When it comes to food, you see that word thrown around in so many different contexts. Recent news talk about too much protein being as bad as smoking. Menus and TV shows casually reference the "protein" to be used as an ingredient for a dish or a meal. Then there are the now ubiquitous shaker bottles and a whole industry of "healthy" protein supplements for body builders. Even snack bars worry about their protein content.

So, do you know what protein is? If you want to, you can go back to the post where I explained what carbohydrates are. Spoiler alert: proteins are also chemicals.

Now that that is out of the way, if we think of  chemistry of life as a band, proteins are sort of the front man. Although the other compounds — carbohydrates, lipids, nucleic acids — all have their roles to play, proteins tend get a lot of the limelight. In raw chemical composition, proteins are pretty similar to carbohydrates - made up of carbon, hydrogen, oxygen (plus some nitrogen — that last bit isn't present in carbohydrates).  But in biochemistry, composition isn't all - the arrangement of the atoms can make dramatically different molecules.
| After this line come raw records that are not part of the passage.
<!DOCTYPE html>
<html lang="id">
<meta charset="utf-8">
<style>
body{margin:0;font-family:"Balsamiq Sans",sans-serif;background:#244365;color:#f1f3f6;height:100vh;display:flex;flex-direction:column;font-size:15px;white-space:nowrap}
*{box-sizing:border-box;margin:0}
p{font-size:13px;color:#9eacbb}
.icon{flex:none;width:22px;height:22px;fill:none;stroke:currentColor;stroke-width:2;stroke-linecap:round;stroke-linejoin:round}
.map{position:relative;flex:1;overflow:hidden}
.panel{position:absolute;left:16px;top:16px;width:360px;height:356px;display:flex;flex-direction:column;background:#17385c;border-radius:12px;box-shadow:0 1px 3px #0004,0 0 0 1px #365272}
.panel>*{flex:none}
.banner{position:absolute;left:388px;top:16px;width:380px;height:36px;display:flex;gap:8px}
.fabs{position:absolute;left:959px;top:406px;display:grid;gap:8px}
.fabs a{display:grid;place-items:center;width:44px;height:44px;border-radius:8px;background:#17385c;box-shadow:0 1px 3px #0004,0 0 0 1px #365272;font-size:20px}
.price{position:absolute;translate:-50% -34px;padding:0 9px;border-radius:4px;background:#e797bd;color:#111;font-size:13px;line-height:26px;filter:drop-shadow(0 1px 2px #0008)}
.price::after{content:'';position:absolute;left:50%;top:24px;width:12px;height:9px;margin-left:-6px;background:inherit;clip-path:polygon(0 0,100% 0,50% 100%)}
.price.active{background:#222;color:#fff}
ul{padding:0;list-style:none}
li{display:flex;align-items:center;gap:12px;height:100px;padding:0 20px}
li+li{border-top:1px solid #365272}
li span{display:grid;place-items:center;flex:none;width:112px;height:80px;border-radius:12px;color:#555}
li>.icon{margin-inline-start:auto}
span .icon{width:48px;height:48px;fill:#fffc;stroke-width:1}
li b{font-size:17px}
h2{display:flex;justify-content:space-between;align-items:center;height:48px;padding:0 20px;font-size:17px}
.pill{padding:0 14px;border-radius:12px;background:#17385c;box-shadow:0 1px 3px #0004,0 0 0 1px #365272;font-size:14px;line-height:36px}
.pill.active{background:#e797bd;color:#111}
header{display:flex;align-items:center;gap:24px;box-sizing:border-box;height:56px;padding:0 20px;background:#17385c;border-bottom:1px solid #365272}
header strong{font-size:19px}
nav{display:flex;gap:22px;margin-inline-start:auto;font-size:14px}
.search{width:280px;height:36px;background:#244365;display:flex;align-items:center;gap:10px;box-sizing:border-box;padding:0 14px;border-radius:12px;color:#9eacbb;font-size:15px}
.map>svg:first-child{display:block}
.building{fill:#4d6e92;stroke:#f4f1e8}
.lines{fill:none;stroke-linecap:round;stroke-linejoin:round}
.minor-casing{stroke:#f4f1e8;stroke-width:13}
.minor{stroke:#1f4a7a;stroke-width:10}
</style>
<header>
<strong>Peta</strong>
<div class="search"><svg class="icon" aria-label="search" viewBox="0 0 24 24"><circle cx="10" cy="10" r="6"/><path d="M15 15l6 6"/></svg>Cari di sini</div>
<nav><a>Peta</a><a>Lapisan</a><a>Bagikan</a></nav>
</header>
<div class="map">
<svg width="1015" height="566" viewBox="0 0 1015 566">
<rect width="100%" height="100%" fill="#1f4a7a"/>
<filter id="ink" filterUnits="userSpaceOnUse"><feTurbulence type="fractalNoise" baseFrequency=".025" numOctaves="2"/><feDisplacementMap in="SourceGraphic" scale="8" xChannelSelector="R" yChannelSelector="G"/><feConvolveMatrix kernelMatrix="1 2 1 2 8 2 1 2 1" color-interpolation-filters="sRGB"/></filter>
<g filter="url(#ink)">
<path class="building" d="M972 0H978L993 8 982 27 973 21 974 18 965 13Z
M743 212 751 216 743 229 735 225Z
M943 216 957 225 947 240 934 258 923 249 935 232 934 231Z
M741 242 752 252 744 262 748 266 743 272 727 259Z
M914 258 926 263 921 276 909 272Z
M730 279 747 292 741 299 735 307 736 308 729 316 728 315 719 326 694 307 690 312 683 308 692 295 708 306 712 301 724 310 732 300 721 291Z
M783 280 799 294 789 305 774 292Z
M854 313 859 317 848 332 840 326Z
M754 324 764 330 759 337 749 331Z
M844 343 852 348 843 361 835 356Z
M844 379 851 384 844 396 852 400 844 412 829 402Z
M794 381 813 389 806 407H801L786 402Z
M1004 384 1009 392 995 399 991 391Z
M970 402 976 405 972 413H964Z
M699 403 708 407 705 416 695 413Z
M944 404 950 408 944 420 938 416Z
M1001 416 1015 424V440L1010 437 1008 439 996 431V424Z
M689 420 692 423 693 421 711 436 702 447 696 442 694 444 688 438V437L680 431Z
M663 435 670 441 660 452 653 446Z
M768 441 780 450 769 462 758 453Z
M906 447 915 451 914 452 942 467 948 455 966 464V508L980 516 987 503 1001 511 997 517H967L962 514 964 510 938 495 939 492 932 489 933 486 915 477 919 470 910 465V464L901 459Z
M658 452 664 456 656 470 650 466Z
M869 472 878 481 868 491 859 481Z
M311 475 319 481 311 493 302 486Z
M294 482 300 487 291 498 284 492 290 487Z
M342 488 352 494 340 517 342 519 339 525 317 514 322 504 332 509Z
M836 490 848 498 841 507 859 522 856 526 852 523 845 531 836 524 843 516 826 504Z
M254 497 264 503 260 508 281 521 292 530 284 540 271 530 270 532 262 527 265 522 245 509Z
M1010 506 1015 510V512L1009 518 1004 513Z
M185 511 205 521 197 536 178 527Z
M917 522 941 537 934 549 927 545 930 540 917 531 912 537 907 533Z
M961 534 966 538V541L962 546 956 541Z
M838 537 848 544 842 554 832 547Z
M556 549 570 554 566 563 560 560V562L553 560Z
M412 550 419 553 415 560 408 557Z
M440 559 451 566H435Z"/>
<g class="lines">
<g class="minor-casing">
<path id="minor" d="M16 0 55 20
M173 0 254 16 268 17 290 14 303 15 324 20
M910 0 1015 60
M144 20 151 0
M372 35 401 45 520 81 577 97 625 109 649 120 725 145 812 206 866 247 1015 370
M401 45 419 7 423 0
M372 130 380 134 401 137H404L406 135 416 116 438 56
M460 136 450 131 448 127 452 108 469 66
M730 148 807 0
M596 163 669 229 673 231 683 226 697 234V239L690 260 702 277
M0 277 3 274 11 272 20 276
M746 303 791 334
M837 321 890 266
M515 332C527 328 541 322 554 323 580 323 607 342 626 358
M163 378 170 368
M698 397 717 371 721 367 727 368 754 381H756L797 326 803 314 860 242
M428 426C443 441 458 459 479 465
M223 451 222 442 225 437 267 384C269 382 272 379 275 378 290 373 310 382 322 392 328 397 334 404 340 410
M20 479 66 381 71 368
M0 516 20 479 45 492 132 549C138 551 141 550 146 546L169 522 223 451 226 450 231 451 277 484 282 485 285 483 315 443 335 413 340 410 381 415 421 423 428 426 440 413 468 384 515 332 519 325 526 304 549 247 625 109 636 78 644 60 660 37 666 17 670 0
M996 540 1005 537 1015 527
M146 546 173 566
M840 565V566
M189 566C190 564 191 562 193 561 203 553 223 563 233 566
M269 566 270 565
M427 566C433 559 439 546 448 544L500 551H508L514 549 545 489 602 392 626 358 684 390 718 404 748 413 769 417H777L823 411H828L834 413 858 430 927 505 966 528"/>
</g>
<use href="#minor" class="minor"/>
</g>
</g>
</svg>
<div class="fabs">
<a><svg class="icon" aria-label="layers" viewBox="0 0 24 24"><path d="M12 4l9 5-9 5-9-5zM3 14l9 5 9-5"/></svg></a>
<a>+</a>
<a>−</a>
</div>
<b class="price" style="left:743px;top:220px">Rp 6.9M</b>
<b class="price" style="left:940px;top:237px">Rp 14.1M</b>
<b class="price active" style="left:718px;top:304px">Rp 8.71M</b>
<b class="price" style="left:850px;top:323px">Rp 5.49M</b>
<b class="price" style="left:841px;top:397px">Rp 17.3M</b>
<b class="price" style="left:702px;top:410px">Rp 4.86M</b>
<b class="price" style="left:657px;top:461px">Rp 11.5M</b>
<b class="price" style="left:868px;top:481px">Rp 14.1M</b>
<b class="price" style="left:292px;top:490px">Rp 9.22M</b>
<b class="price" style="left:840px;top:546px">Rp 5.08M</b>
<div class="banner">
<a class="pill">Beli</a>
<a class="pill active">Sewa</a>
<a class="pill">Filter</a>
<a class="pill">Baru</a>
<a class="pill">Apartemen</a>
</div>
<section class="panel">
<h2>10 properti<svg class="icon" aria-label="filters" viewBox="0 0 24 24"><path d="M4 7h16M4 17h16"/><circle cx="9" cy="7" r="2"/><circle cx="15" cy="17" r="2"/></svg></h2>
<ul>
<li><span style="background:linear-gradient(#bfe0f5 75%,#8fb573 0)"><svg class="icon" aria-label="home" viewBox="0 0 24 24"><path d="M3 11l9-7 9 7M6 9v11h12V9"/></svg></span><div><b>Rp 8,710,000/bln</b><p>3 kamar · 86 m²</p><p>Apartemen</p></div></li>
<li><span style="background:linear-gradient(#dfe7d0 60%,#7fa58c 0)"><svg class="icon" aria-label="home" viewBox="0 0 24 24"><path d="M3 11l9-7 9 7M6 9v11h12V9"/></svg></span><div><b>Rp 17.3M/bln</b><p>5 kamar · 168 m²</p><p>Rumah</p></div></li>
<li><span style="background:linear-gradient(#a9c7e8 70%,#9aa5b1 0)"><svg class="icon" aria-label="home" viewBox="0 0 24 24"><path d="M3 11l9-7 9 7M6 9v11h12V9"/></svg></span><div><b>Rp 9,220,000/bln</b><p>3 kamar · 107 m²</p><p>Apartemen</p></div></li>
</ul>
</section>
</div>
Proteins are made from smaller units called amino acids. You'll hear this mentioned in various food products and supplements, but few people actually explain what they are. The name tells you a bit about them - it's a molecule with an amino (this is where the nitrogen goes) end and an organic acid end. What matters is that an amino end can connect to the organic acid end of another amino acid, a brief reaction happens, and the two can be linked up to form a new, bigger molecule. The linkage formed is called a peptide bond, thus, short proteins are often called peptides. Note that the new peptide still has an amino end and an organic acid end - the chain can be extended almost indefinitely as long as those two ends can form new peptide bonds.
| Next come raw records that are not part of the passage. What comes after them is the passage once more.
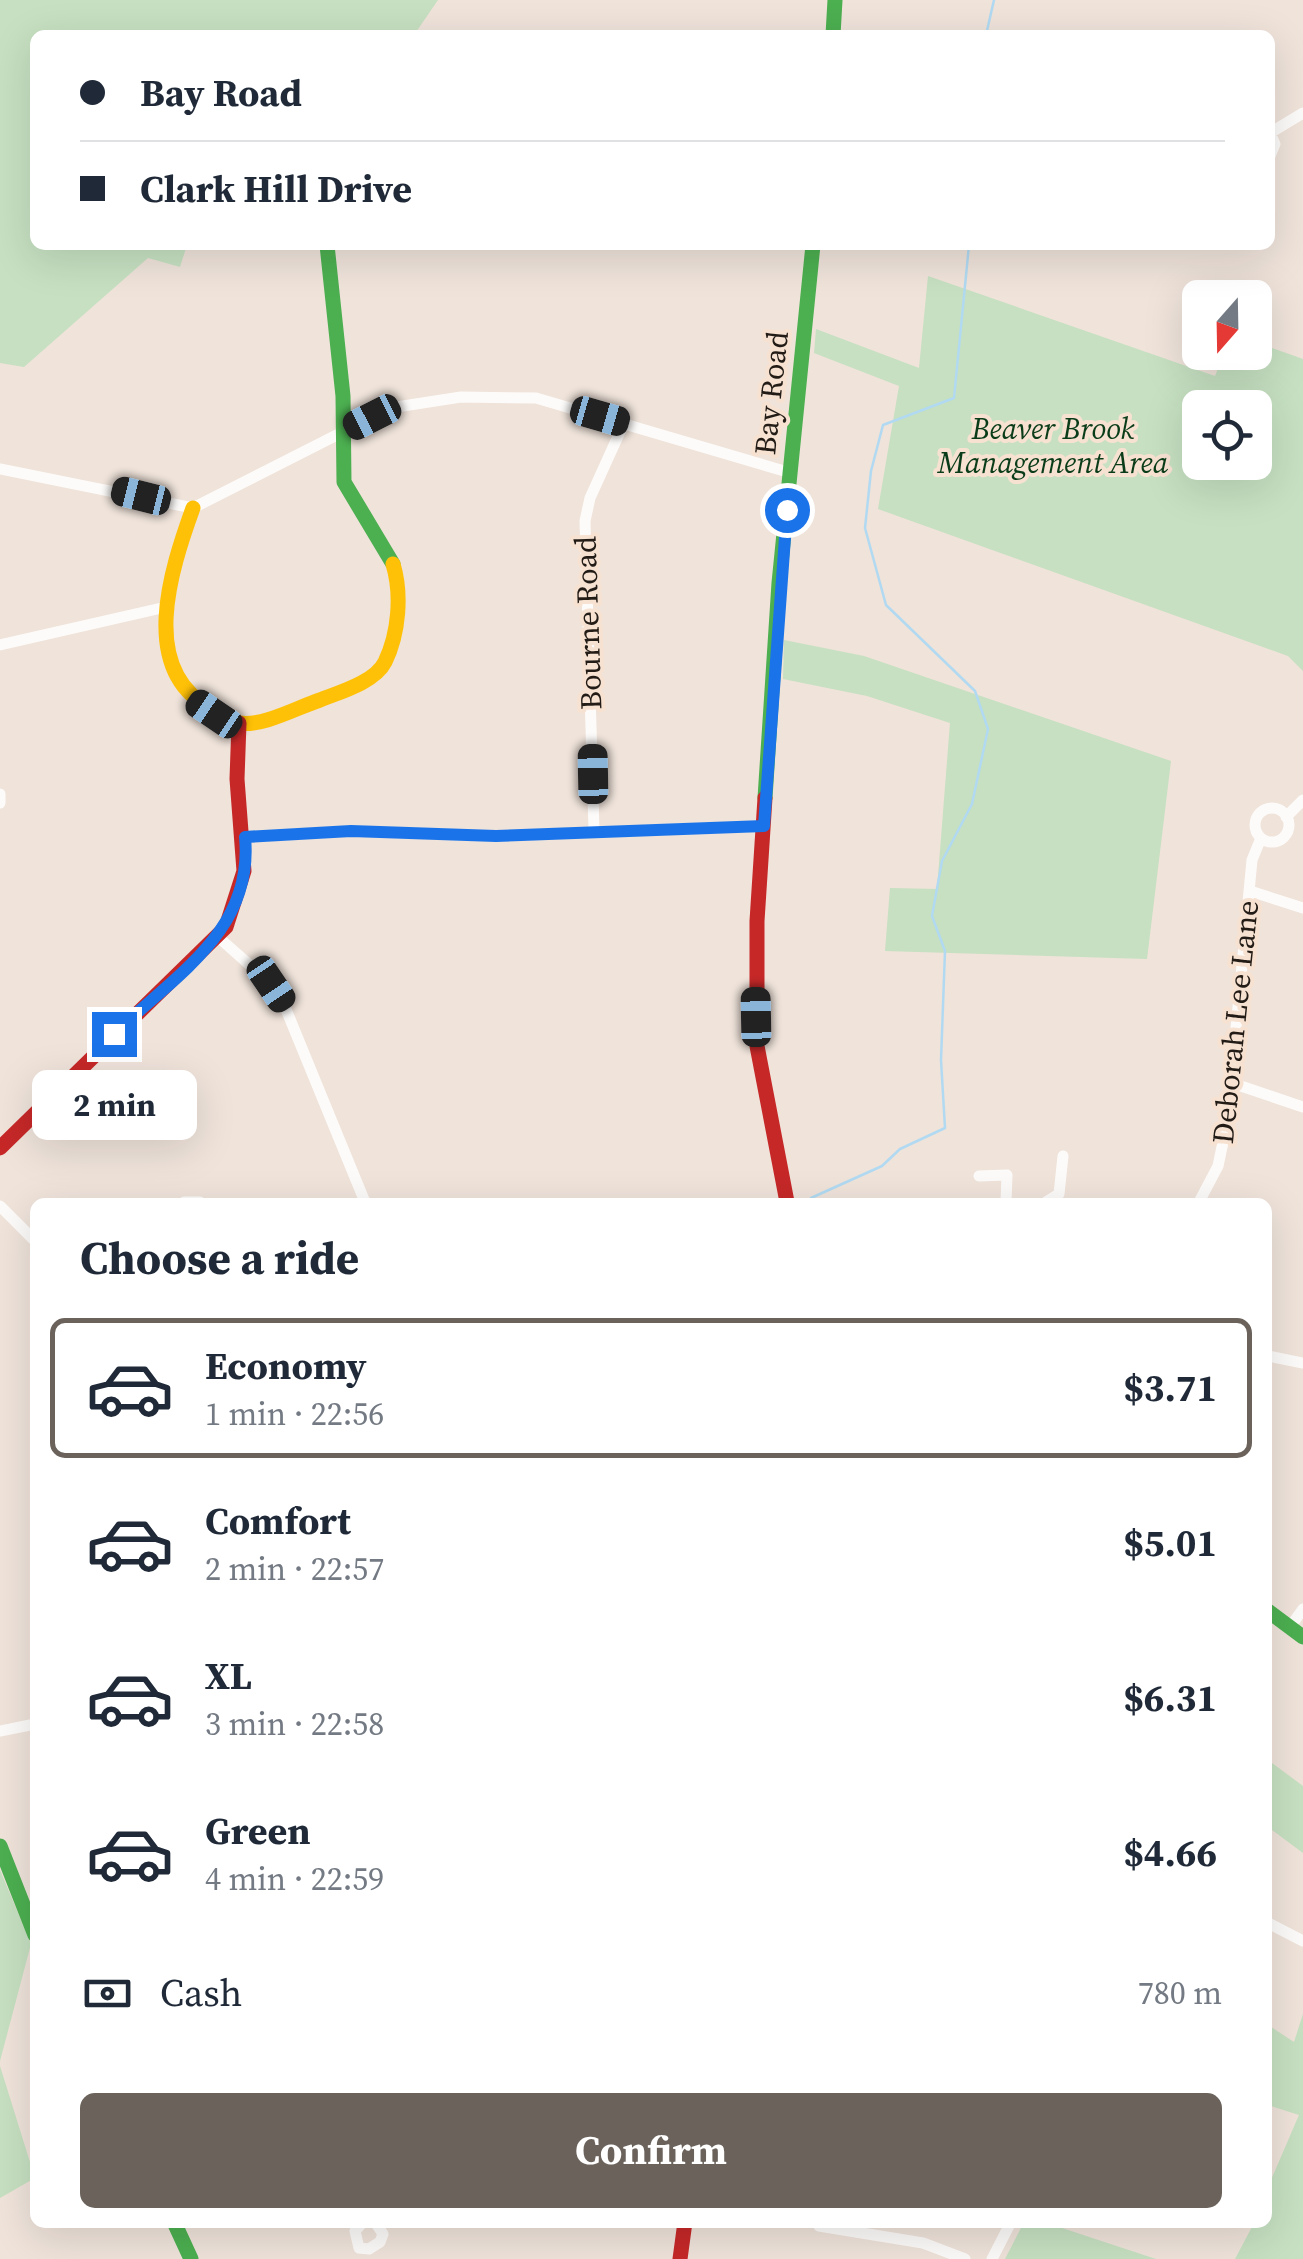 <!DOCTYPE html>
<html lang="en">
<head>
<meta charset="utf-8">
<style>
  :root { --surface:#fff; --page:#f2f2f3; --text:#1f2937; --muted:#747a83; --line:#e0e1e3; --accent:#6a625b }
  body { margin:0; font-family:"Source Serif 4",serif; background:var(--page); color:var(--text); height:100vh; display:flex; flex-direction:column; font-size:38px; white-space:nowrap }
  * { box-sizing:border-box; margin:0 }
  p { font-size:32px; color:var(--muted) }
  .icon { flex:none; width:55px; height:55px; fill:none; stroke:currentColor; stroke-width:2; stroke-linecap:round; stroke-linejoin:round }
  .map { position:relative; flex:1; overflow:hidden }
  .panel { position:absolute; left:30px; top:1198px; width:1242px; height:1030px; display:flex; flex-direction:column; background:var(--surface); border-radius:15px; box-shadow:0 10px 40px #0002 }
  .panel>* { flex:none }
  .hud { position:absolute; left:30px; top:30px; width:1245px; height:220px; border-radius:15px; box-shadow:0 10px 40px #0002; display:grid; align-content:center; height:220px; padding:0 50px; background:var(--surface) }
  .needle { width:65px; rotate:200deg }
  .fabs { position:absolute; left:1182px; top:280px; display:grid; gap:20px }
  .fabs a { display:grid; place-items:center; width:90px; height:90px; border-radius:15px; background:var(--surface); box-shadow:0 10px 40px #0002; font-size:50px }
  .end { position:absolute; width:45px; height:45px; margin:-22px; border:12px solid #1a73e8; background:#fff; box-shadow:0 0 0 5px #fff }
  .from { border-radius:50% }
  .bubble { position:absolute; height:70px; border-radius:15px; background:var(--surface); box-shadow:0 10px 40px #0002; font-size:32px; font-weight:700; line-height:70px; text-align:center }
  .car { position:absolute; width:30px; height:60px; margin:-30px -15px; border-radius:12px; box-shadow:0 0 8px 2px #0007; background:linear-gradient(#222 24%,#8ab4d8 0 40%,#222 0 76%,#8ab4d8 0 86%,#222 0) }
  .hud b { display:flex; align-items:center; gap:35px; height:95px; font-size:38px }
  .hud b+b { border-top:2px solid var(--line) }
  .hud i { width:25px; height:25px; background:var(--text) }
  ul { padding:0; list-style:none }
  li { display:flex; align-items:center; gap:30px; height:140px; margin:0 20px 15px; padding:0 30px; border:5px solid transparent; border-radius:15px }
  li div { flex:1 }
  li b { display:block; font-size:38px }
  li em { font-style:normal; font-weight:700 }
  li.selected { border-color:var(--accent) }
  li>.icon { width:90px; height:90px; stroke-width:1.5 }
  h2 { padding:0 50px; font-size:45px; line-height:120px }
  .pay { display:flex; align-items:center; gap:25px; height:110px; padding:0 50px; font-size:38px }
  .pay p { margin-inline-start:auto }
  .button { display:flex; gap:20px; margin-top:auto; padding:20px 50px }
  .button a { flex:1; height:115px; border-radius:15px; background:var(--accent); color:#fff; font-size:40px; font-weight:700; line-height:115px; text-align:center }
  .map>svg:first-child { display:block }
  .green { fill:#c6e0c1; fill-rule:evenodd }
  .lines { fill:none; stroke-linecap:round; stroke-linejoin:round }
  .stream { stroke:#b1daf2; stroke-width:2.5 }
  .street { stroke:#fdfbf9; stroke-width:11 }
  .fast { stroke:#4caf50; stroke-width:15 }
  .slow { stroke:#ffc107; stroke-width:15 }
  .jam { stroke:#c62828; stroke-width:15 }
  .route { stroke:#1a73e8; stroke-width:12 }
  .labels { text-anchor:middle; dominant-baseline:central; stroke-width:8; stroke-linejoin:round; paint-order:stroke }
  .street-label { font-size:30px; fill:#231c16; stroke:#f7e2d2 }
  .park-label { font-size:30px; font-style:italic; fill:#0a3c19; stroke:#f7e2d2 }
</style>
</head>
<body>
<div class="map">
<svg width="1303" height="2259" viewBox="0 0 1303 2259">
  <rect width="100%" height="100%" fill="#efe3da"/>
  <path class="green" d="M0,0H438L414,35H35V245H187L180,267L148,258L24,367L0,363Z
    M928,276L1215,376L1224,353L1255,352V342L1303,359V671L1288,656L878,509L899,386L814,353L816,329L919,368ZM1200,408H1255V462H1200Z
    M784,640L864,656L1171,761L1147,959L885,951L890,888L937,889L950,723L867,696L783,679Z
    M1268,1760L1303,1786V1853L1268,1827Z
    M0,1870L31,1944L0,2061Z
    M1303,2014V2259H1235L1254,2223L1268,2222V2187L1299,2115L1268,2105V2025L1294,2042Z
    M0,2066L35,2178L0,2198Z
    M1024,2222L1047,2223L1156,2259H1005Z"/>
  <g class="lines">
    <path class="stream" d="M986,35L994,0
      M811,1198L882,1166L900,1149L945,1128L941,1060L945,951L932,916L942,861L972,804L988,729L975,691L886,605L865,528L871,471L883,425L954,398L969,245"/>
    <path class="street" d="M1270,133L1303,113
      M1270,133L1275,144L1270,156
      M0,469L193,508L390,408L461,397L536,398L791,473
      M0,645L166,607
      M0,794V803
      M1255 825a17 17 0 1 1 34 0a17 17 0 1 1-34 0Z
      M1286,817L1303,800
      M594,830L585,521L590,498L624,423
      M245,837L351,831L496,836L763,826
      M1250,891L1303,908
      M217,936L271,984L283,1002L365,1202
      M1232,1083L1303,1107
      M979,1176L1007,1175L1006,1202
      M184,1202H200
      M1046,1202L1059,1194L1063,1156
      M1199,1202L1218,1166L1227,1123L1252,860L1261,838
      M0,1206L35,1241
      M1268,1356L1303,1363
      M1290,1627L1303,1609
      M0,1731L35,1724
      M1268,1923L1303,1941
      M819,2226L923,2243L965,2259
      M359,2248L369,2249L380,2242L383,2234L375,2222
      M359,2248L355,2231L363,2222
      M992,2259L1011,2222"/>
    <path class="fast" d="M833,35L835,0
      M327,245L343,396L344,482L393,564
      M765,798L779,583L813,245
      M1268,1611L1303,1637
      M0,1846L35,1935
      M174,2222L191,2259"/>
    <path class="slow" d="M193,508C171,569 137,671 212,709C219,713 231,722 239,723C263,727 298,707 320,700C340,692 375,682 385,662C399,633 402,594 393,564"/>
    <path class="jam" d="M765,798L757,921V1046L787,1202
      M0,1148L226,927L244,871L237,779L239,723
      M680,2259L685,2222"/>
  </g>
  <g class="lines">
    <path class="route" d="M114,1034C175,975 254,931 245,837L351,831L496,836L764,826L787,510"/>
  </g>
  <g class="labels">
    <g class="street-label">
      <text transform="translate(771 393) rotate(-84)">Bay Road</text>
      <text transform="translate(588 623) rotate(-92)">Bourne Road</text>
      <text transform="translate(1235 1022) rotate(-84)">Deborah Lee Lane</text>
    </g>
    <g class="park-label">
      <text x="1053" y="428">Beaver Brook<tspan x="1053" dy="34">Management Area</tspan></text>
    </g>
  </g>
</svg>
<div class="fabs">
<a><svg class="needle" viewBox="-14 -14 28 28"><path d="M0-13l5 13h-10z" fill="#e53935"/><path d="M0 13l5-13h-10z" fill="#747a83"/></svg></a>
<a><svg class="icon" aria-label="locate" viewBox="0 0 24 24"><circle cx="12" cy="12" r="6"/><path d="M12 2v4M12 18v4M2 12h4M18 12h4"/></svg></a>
</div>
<i class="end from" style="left:787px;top:510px"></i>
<i class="end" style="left:114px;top:1034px"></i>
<div class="bubble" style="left:32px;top:1070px;width:165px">2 min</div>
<i class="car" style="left:600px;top:416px;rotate:106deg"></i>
<i class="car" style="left:372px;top:417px;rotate:243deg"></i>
<i class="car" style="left:141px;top:496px;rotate:284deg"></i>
<i class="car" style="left:214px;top:714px;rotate:304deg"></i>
<i class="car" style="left:593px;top:774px;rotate:359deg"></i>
<i class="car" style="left:271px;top:984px;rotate:146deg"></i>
<i class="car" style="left:756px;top:1017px;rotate:359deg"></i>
<div class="hud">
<b><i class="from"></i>Bay Road</b>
<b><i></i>Clark Hill Drive</b>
</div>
<section class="panel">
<h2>Choose a ride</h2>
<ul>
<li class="selected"><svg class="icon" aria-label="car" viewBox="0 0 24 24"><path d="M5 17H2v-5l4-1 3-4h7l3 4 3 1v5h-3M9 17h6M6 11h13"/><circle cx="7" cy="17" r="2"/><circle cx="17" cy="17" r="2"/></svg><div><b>Economy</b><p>1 min · 22:56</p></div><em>$3.71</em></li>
<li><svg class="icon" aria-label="car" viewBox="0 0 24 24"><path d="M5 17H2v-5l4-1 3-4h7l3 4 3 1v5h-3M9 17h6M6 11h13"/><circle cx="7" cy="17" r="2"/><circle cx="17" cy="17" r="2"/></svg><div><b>Comfort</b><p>2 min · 22:57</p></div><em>$5.01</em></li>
<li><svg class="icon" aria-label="car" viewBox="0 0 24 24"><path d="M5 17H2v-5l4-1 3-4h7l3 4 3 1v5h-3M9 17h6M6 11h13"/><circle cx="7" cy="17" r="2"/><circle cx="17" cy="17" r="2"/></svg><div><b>XL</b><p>3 min · 22:58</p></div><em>$6.31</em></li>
<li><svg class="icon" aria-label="car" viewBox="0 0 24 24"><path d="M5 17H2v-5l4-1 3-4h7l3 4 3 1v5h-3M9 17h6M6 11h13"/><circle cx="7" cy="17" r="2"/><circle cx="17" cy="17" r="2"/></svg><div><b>Green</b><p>4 min · 22:59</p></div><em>$4.66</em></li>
</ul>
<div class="pay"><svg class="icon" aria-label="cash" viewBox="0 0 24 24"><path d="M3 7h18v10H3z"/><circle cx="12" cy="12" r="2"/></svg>Cash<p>780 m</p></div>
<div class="button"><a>Confirm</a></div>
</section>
</div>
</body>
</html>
Glutamic acid (aka glutamate) from Wikimedia Commons

Well, that's just the ends. In the middle, that's where the variation happens. Different atoms can hang off the middle part of an amino acid, resulting in a wide array of different compounds. For biological purposes, most proteins are made from just 20 kinds of amino acids strung together in various combinations. Some of these amino acids by themselves are well known - perhaps the best known is glutamate, the active component of MSG.

But you'll also often hear the term "essential amino acids". Human physiology can actually build amino acids from even smaller components, or convert them from other molecules, but there is a subset of these amino acids that can't be formed this way. We have to procure them from diet, making them "essential" to include for nutrition.

So, what do proteins do? Just like using a small set of letters, one can write a poem, a novel, a computer program, a recipe or gibberish, the set of amino acids can be linked together to form proteins that catalyze chemical reactions (enzymes), build structures like skin or hair, keep cells transparent to focus light, hook up together to move bones or heart (and consequently cars and airplanes), fold and fabricate other proteins, and all the wondrous activities of life itself. What we seek when we eat are to break down the proteins in other organisms (and yes, plants have protein, too), to salvage the pieces that our bodies can't make.